● **Description of the task**
Set down each line of the data below exactly.

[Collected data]
━━━━━━━━━━
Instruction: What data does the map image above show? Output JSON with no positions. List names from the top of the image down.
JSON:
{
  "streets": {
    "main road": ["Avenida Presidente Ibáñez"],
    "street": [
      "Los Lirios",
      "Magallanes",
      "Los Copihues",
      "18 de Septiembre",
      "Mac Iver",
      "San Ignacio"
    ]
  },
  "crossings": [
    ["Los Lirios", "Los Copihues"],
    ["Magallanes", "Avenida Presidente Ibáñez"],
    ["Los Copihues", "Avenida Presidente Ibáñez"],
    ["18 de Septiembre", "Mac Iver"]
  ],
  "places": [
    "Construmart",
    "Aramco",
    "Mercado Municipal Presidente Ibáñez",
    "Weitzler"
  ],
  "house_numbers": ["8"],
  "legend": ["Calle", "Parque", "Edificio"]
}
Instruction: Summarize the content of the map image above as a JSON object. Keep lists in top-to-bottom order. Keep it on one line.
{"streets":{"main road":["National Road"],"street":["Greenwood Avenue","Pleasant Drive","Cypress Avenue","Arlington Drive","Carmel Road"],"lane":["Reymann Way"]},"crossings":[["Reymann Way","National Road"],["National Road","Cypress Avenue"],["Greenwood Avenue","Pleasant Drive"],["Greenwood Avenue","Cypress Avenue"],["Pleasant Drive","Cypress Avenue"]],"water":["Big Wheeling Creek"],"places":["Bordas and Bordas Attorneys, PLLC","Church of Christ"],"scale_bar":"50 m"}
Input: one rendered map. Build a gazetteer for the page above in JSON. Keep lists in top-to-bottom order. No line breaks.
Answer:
━━━━━━━━━━
● **Task response**
Instruction: What data does the map image above show? Output JSON with no positions. List names from the top of the image down.
JSON:
{
  "streets": {
    "main road": ["Avenida Presidente Ibáñez"],
    "street": [
      "Los Lirios",
      "Magallanes",
      "Los Copihues",
      "18 de Septiembre",
      "Mac Iver",
      "San Ignacio"
    ]
  },
  "crossings": [
    ["Los Lirios", "Los Copihues"],
    ["Magallanes", "Avenida Presidente Ibáñez"],
    ["Los Copihues", "Avenida Presidente Ibáñez"],
    ["18 de Septiembre", "Mac Iver"]
  ],
  "places": [
    "Construmart",
    "Aramco",
    "Mercado Municipal Presidente Ibáñez",
    "Weitzler"
  ],
  "house_numbers": ["8"],
  "legend": ["Calle", "Parque", "Edificio"]
}
Instruction: Summarize the content of the map image above as a JSON object. Keep lists in top-to-bottom order. Keep it on one line.
{"streets":{"main road":["National Road"],"street":["Greenwood Avenue","Pleasant Drive","Cypress Avenue","Arlington Drive","Carmel Road"],"lane":["Reymann Way"]},"crossings":[["Reymann Way","National Road"],["National Road","Cypress Avenue"],["Greenwood Avenue","Pleasant Drive"],["Greenwood Avenue","Cypress Avenue"],["Pleasant Drive","Cypress Avenue"]],"water":["Big Wheeling Creek"],"places":["Bordas and Bordas Attorneys, PLLC","Church of Christ"],"scale_bar":"50 m"}
Input: one rendered map. Build a gazetteer for the page above in JSON. Keep lists in top-to-bottom order. No line breaks.
Answer:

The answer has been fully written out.